Fruit Bats announce 20th anniversary 2-LP compilation, share brand-new track “Rips Me Up” 

On January 28 2022, Merge will release Sometimes a Cloud Is Just a Cloud: Slow Growers, Sleeper Hits and Lost Songs (2001–2021), a two-disc collection that tracks the history of Fruit Bats from its earliest days to right now. Listen to the soulful and strutting “Rips Me Up,” a brand-new song that opens the album, and pre-order Sometimes a Cloud Is Just a Cloud on deluxe pink and violet swirl double vinyl today.

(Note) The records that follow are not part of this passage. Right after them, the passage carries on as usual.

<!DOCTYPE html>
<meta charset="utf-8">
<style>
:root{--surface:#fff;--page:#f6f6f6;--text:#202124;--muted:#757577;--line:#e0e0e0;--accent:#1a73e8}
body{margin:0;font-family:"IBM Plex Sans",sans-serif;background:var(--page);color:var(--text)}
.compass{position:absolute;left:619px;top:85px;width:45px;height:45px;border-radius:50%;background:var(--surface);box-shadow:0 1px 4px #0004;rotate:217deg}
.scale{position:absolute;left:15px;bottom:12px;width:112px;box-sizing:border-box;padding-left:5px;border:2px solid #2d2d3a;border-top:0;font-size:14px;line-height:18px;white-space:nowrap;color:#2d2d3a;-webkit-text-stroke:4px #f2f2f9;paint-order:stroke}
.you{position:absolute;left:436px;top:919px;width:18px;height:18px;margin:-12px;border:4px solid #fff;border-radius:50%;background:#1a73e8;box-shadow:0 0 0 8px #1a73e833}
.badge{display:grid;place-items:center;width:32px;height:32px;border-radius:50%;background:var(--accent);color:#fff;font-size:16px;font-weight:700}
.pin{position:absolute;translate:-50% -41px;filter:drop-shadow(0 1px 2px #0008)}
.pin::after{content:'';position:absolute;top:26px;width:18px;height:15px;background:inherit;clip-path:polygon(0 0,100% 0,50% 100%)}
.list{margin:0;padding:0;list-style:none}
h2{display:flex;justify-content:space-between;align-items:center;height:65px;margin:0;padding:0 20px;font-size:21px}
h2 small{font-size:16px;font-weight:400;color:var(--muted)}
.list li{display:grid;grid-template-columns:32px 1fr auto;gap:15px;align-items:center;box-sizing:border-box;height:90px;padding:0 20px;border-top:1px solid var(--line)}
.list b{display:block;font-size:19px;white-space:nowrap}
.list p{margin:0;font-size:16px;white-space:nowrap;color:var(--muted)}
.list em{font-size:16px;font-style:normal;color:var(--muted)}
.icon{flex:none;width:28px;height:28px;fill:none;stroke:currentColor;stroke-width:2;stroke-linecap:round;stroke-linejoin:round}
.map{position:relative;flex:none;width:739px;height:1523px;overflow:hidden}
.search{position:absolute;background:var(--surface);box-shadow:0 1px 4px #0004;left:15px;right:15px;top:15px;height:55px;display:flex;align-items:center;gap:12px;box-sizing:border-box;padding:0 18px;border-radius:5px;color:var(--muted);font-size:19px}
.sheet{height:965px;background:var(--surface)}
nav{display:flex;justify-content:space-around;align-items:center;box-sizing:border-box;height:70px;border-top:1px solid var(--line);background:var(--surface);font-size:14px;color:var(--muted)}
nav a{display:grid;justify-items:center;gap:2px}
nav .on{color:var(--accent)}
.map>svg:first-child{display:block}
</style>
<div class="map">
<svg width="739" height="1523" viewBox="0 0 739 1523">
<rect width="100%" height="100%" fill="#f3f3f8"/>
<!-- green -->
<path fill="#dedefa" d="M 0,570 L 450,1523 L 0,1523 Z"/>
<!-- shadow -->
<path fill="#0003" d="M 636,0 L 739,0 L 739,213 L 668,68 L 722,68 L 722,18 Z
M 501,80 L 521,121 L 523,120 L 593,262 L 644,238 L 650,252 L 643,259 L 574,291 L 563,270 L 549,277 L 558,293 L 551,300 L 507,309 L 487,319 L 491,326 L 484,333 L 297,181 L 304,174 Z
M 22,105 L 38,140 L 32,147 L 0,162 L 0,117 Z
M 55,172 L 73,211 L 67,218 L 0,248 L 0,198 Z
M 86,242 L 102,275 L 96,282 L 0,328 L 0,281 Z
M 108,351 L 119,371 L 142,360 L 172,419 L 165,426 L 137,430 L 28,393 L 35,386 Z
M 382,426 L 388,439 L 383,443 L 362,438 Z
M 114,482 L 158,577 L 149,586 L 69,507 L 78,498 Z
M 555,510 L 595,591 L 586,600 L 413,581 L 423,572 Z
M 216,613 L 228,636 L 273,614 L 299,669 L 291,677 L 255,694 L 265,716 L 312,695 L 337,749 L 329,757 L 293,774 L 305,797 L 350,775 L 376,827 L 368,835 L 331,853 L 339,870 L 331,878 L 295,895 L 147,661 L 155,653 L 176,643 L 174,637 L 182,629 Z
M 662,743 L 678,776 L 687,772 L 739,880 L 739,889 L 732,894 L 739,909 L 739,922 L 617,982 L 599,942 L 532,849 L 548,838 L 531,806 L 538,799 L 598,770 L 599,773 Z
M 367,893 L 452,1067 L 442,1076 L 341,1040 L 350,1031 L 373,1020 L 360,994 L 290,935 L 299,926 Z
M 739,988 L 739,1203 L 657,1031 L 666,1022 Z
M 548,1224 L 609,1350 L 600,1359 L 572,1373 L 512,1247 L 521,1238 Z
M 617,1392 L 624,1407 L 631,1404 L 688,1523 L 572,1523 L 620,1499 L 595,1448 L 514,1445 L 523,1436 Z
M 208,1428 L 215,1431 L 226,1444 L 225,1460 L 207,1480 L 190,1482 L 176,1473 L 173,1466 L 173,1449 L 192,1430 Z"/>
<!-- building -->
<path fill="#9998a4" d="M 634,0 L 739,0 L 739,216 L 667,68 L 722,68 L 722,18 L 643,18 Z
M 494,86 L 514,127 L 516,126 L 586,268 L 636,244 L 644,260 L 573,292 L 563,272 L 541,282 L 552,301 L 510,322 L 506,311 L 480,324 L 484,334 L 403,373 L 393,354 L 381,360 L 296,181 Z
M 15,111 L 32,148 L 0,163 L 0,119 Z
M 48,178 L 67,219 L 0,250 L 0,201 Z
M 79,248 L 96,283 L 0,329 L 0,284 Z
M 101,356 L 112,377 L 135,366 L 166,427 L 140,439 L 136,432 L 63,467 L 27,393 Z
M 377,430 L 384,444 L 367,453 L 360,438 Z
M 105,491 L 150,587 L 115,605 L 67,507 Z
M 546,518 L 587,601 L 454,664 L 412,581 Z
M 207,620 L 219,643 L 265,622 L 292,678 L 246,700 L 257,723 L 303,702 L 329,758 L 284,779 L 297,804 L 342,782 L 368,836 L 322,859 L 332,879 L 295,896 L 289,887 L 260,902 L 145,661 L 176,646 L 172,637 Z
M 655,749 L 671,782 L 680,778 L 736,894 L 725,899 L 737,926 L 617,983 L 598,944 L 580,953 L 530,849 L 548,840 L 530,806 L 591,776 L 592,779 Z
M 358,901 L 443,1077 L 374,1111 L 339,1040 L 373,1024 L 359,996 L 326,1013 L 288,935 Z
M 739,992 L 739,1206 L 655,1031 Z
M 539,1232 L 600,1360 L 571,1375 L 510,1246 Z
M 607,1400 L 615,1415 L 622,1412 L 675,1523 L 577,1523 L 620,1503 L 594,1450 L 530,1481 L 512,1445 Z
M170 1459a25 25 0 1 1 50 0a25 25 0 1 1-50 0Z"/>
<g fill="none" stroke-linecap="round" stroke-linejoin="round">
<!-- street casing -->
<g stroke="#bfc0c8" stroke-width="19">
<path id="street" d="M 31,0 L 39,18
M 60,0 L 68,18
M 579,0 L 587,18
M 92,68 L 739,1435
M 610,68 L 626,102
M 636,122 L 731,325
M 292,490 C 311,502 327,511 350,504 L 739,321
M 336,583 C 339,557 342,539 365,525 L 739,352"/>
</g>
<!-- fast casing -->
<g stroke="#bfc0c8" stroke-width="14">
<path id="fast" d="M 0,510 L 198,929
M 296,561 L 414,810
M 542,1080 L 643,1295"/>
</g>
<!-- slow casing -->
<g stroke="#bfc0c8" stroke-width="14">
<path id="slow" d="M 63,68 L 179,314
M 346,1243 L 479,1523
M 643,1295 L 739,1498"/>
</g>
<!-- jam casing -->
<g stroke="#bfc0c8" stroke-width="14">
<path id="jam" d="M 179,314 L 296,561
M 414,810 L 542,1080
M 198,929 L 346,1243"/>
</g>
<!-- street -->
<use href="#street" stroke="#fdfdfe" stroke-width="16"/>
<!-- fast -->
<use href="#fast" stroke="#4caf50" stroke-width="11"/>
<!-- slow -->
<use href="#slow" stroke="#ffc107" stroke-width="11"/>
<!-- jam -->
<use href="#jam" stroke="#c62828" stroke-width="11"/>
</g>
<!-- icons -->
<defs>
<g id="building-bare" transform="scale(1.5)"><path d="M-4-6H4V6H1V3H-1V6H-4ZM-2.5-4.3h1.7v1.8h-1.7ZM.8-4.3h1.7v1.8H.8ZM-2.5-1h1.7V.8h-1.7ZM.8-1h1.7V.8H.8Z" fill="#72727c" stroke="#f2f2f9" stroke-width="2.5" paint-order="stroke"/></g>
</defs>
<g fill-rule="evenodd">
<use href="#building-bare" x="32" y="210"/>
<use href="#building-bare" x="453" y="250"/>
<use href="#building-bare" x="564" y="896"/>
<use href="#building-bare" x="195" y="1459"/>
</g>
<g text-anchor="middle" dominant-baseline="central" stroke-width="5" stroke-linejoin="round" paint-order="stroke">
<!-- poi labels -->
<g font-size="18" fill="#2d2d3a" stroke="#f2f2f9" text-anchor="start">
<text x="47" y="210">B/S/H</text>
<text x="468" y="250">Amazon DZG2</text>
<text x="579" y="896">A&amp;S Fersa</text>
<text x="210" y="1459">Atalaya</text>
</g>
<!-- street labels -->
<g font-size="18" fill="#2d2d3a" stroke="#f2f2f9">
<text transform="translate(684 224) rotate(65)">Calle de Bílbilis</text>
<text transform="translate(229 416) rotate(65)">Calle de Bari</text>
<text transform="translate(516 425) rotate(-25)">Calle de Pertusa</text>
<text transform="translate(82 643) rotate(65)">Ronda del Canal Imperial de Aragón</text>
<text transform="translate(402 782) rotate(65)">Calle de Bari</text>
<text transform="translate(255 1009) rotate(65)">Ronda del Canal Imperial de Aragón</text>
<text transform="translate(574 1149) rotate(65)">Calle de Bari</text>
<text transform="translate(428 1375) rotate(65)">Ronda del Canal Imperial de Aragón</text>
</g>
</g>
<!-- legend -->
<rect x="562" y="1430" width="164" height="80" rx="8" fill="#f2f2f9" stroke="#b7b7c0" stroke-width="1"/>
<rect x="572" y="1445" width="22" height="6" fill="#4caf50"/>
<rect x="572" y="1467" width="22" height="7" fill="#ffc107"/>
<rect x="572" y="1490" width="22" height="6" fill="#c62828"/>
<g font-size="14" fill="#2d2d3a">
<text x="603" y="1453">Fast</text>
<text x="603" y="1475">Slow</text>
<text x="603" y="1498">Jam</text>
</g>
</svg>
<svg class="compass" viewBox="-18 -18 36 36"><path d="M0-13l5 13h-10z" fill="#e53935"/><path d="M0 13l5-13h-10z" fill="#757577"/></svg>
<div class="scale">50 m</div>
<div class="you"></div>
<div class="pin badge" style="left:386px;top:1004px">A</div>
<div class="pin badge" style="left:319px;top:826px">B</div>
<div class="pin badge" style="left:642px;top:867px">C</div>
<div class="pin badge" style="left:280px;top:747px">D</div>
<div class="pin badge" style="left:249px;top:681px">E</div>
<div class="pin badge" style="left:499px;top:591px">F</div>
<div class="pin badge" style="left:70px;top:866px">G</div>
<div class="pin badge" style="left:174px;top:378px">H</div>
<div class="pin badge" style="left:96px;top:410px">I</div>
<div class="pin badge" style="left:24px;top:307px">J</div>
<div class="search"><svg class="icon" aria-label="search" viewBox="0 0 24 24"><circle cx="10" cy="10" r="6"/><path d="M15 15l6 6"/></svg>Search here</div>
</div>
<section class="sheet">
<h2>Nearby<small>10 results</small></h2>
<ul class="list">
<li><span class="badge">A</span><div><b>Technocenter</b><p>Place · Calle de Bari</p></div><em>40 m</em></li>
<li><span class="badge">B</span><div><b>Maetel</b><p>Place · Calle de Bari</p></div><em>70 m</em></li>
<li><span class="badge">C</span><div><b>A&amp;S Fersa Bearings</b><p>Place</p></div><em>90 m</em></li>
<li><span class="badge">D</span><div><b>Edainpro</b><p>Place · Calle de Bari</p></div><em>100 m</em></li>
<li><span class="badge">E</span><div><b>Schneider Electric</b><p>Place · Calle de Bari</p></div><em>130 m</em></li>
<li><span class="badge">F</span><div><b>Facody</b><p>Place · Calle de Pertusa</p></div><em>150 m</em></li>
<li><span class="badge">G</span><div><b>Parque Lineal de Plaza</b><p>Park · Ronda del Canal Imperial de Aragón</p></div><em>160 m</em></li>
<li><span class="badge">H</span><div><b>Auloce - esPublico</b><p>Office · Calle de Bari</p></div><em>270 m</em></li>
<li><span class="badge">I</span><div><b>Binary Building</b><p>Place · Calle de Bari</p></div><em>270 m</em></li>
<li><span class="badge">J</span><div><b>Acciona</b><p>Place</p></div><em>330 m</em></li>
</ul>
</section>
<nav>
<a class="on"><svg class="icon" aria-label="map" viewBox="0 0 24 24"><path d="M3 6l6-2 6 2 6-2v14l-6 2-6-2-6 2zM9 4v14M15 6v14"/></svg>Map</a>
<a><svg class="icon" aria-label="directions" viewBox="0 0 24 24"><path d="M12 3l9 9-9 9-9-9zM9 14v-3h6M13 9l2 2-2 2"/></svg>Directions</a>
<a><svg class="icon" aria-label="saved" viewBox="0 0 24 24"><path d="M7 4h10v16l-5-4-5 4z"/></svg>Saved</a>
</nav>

 Here’s Fruit Bats ringleader Eric D. Johnson on “Rips Me Up”: 

Every once and a while, you'll record a song for an album and that song feels really great but also vibes like an emotional and/or sonic outlier from the others. Here's one of those from The Pet Parade sessions. Hopefully this gets put somewhere in the pantheon of “trying to be a better man” songs. I'm not sure why I wrote it. I must have been feeling uneasy that day. Oh, also: yeah, I know it's always weird when an artist puts a new song on a “greatest hits” album. But since I've never really truly had a “hit,” I figured I could break that rule here and put it on this new compilation and retrospective. Joe Russo and Nathan Vanderpool and Josh Mease and Josh Kaufman are on here. They are all wonderful. Enjoy this little ripper. 

Thoughtfully compiled by Johnson himself, this 2-LP collection is split in two distinct halves. Set in reverse chronological order, the first disc cherry-picks from Fruit Bats’ official releases, including fan favorites—“Humbug Mountain Song” from 2016’s Absolute Loser and “The Bottom of It” from his 2019 Merge debut Gold Past Life—alongside some of Johnson’s more personal choices like “Glass in Your Feet” from his 2001 debut Echolocation. “I was 25 when I made that record,” Johnson remembers. “I was even younger than that when I wrote that song. I think I hadn’t yet learned to write from the heart. I was trying to create a sound. It wasn’t even so much about the song at that point.” 

If the first disc of this set is “the collection that you buy for your friend that’s Fruit Bats–curious,” according to Johnson, the second disc is for longtime fans that want a deeper dive into Fruit Bats lore. To put this half of Sometimes a Cloud Is Just a Cloud together, Johnson dug into several hard drives’ worth of material. “Much of it is horribly unlistenable,” he says with a laugh. “I wouldn’t necessarily say there was a treasure trove. At least to my ears because I might be my own worst critic.”

Considering the wonders that Johnson did uncover for this set, there may be a call for a further mining of the archives. Included here are lovely early versions of “Rainbow Sign” and “The Old Black Hole,” recorded to a Tascam 4-track just as Fruit Bats was becoming a reality. There’s also a rambling take on the Steve Miller Band’s classic rock mainstay “The Joker,” and some wonderful never-before-heard original tunes. 

For Johnson, two of the most exciting tracks are “WACS” and “When the Stars Are Out,” both recorded during the sessions for 2011’s The Tripper. The former is a standout for an appearance by Dinosaur Jr.’s J Mascis who applies a perfect psych-soul solo to the mix. The latter features another special guest, the late, great Richard Swift on piano. “I didn’t even know Richard was on that song until I was approving the masters,” Johnson says. “This was before his production career had really taken off. You could just bring him in for a session and he would just vibe out.” 

Even if Johnson had some internal debates about ruminating heavily on his past work in this way, what putting together Sometimes a Cloud Is Just a Cloud did is reassure him that trusting his musical instincts has served him well for these past two decades and will continue to do so well into the future. “I love how the best-laid plans are never what you think they’re going to be. I love the unpredictability of it. Recording and writing songs is often like, ‘Wow, that is not where I was expecting that to go.’ My whole career has been like that. This was not where I expected to go. But I mean that in a really good way.”